CATL will be supplying BMW with cylindrical lithium-ion battery cells for electric vehicles, starting from 2025.

This interesting news was announced by CATL (via Reuters), which has confirmed the signing of an agreement with BMW, but without elaborating on it. We guess that details will be announced later by BMW itself.

"Chinese battery giant CATL on Friday said it will start supplying cylindrical cells to BMW from 2025 to power its new series of electric vehicles.

The battery maker has signed an agreement with BMW in which it is nominated as the supplier of the cylindrical cells for the German carmaker..."

Nonetheless, it's pretty surprising considering that the German manufacturer so far was relying on prismatic cell format and that it's also the main type produced by CATL.

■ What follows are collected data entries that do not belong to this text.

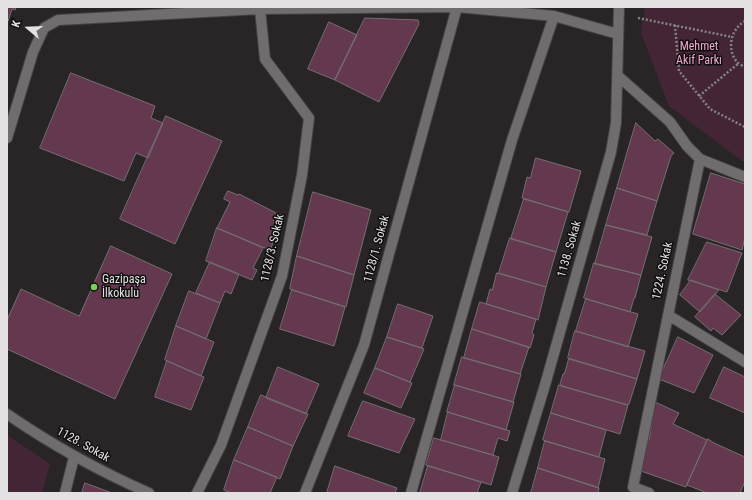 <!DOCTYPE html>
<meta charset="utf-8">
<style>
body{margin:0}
#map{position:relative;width:752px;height:500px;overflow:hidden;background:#292527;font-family:"Roboto Condensed",sans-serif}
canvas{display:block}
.frame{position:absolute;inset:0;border:8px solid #e4e1e2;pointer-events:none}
.north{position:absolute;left:8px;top:8px;width:40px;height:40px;-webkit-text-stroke:3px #100f10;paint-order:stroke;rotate:289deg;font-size:11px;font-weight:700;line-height:16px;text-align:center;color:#e4e1e2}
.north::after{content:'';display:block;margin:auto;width:14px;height:18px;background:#e4e1e2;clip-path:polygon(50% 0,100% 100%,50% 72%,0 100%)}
</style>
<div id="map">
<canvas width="752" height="500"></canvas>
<div class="frame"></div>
<div class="north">K</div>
</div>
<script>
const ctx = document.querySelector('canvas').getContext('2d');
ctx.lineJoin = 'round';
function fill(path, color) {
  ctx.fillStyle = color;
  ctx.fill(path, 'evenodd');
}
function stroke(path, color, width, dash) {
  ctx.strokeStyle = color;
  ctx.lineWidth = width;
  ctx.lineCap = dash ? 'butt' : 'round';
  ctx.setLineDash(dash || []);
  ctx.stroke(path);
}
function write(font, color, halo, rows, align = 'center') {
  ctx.font = font + ' "Roboto Condensed",sans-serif';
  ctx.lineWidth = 3;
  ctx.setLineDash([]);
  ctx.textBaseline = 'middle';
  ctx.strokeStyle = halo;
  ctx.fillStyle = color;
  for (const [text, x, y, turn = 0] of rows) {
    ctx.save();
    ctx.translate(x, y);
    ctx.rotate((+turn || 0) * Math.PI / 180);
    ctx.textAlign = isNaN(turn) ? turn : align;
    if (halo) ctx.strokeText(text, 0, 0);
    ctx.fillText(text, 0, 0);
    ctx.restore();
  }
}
fill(new Path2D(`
 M645 7H745V163L669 106 641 33Z
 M7 435 50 464 42 493H7Z`), '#442535');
const building = new Path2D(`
 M7 7H16L15 10 12 9 8 21Z
 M365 18 418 20 419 24 379 102 335 80Z
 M329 22 357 35 335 80 308 69Z
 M71 73 155 106 151 118 163 123 148 158 136 153 124 181 40 148Z
 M166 116 222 141 175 244 120 219Z
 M636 123 655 141 658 139 674 153 671 156 657 201 617 188Z
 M536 158 581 171 569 212 522 198 527 177 530 178Z
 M711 173 745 184V237L742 250 693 234Z
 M617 188 657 201 647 235 606 225Z
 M228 191 238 195 239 194 284 217 270 250 217 228 230 202 224 199Z
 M313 192 371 210 354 275 297 256Z
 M524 199 568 212 556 252 511 239Z
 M606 225 652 237 641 275 595 264Z
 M217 228 263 248 253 268 257 270 252 280 206 261Z
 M510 238 556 252 546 287 499 273Z
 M707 242 742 253 727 292 688 280Z
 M111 246 172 274 115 399 7 349V320L21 289 79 316Z
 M297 256 354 275 346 307 290 289Z
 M210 262 239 274 231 294 225 291 220 303 196 293Z
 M594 263 641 275 635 298H634L630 312 584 298Z
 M497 273 546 287 538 320 486 304 490 289 492 290Z
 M691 280 719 290 700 312 680 295Z
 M292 290 345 307 334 346 280 329Z
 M189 291 220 303 206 339 176 326Z
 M715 294 741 315 722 335 713 328 711 331 695 317Z
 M586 299 638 314 628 347 576 331Z
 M480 302 536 319 532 333 534 335 530 348 472 329Z
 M398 304 433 316 422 348 387 337Z
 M176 326 214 342 201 376 165 360Z
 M472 329 529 347 520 374 464 358Z
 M575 331 645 351 637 379 568 358Z
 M387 337 424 349 410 382 375 368Z
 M678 337 713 355 694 393 659 379Z
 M462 357 521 374 513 402 454 385Z
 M569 359 637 379 629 404 627 405 620 403 561 386 560 384 563 374H564Z
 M167 361 204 377 191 410 155 397Z
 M278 367 319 384 306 414 266 398Z
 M724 367 745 377V413L710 398Z
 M375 368 412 383 401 408 364 393Z
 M455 385 514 402 506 430 447 412Z
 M559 385 628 405 620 434 551 413Z
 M261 395 308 414 293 446 248 427Z
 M363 401 415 419 399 453 348 436Z
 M655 402 679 413 673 424 707 440 686 487 641 471 648 438 649 439Z
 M448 412 510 431 507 441 498 438 493 455 441 440Z
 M551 413 606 430 599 457 543 440Z
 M248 427 293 446 280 479 234 460Z
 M434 438 499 457 491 485 426 465Z
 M708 439 714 443 745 457V481L740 493H707L687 485Z
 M545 441 605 459 598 488 538 468Z
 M234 460 277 477 270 493H231L224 490Z
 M335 466 397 488 395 493H327Z
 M428 466 481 482 477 493H420Z
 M538 468 594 486 599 488 598 493H531Z
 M85 483 112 493H82Z`);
fill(building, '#64384f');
stroke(building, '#746f71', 1);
const minor = new Path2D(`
 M618 76 670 122 687 146 700 159 745 177
 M7 138 33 52 44 28 58 20 260 9 457 7 554 16 618 34
 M668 315 745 362
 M7 414C52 445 99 471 149 493
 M65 493 74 457
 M197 493 221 445 282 276 302 175 309 118 265 59 260 9
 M305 493 364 345 457 7
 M411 493 512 140 554 16
 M512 493 545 385 611 152 616 123 619 7
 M649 493 633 487 700 159`);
stroke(minor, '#474345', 12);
stroke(new Path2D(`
 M638 18 732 37
 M745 21C731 29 726 49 737 62 739 64 743 66 745 67
 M675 25 679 71 710 109 745 127
 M699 96 739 63`), '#868384', 2.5, [2, 2]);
stroke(minor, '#6f6d6e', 10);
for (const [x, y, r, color] of [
 [94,287,4,"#78d258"]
]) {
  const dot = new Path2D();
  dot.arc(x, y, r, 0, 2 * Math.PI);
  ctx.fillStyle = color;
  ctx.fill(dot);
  stroke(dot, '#100f10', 1.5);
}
write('12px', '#f3a7cd', '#100f10', [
 ["Mehmet",699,47],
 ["Akif Parkı",699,61]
]);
write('12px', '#e4e1e2', '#100f10', [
 ["1128/3. Sokak",273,248,-77],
 ["1128/1. Sokak",377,249,-75],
 ["1138. Sokak",570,249,-74],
 ["1224. Sokak",663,271,-78],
 ["1128. Sokak",83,445,29]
]);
write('12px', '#e4e1e2', '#100f10', [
 ["Gazipaşa",102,280],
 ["İlkokulu",102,294]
], 'left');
</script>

If the switch from the prismatic to cylindrical cell format at scale is true, then there must be a serious reason behind it.

Earlier this month, we heard a rumor that BMW is going to use cylindrical battery cells in its next-generation platform “Neue Klasse”, as this type of battery has the potential to lower battery system cost by as much as 30% (compared to prismatic format). Bloomberg's report at the time was based on unofficial input from "people familiar with the plans."

The list of BMW Group's battery cell suppliers includes Samsung SDI, CATL, as well as EVE Energy and Northvolt. According to the rumor, BMW would like to source cylindrical battery cells from existing partners.

The word "cylindrical" is crucial but does not say what exact format is on the table. Tesla recently launched in-house production of the 4680-type cylindrical cell, which is a step up from the 2170-type and previous 1865-type.

BloombergNEF notes that in 2021, carmakers paid an average $118 per kWh of battery, on the pack level, and the battery cells typically make up four-fifths of the price of a battery system cost.

Due to a substantial increase in battery materials costs, manufacturers are looking at how to bring the costs down. The Bloomberg report suggests that the switch to the cylindrical cell format would help to lower costs. Well, only time will tell, but Tesla's high operating margins might be another indicator of that.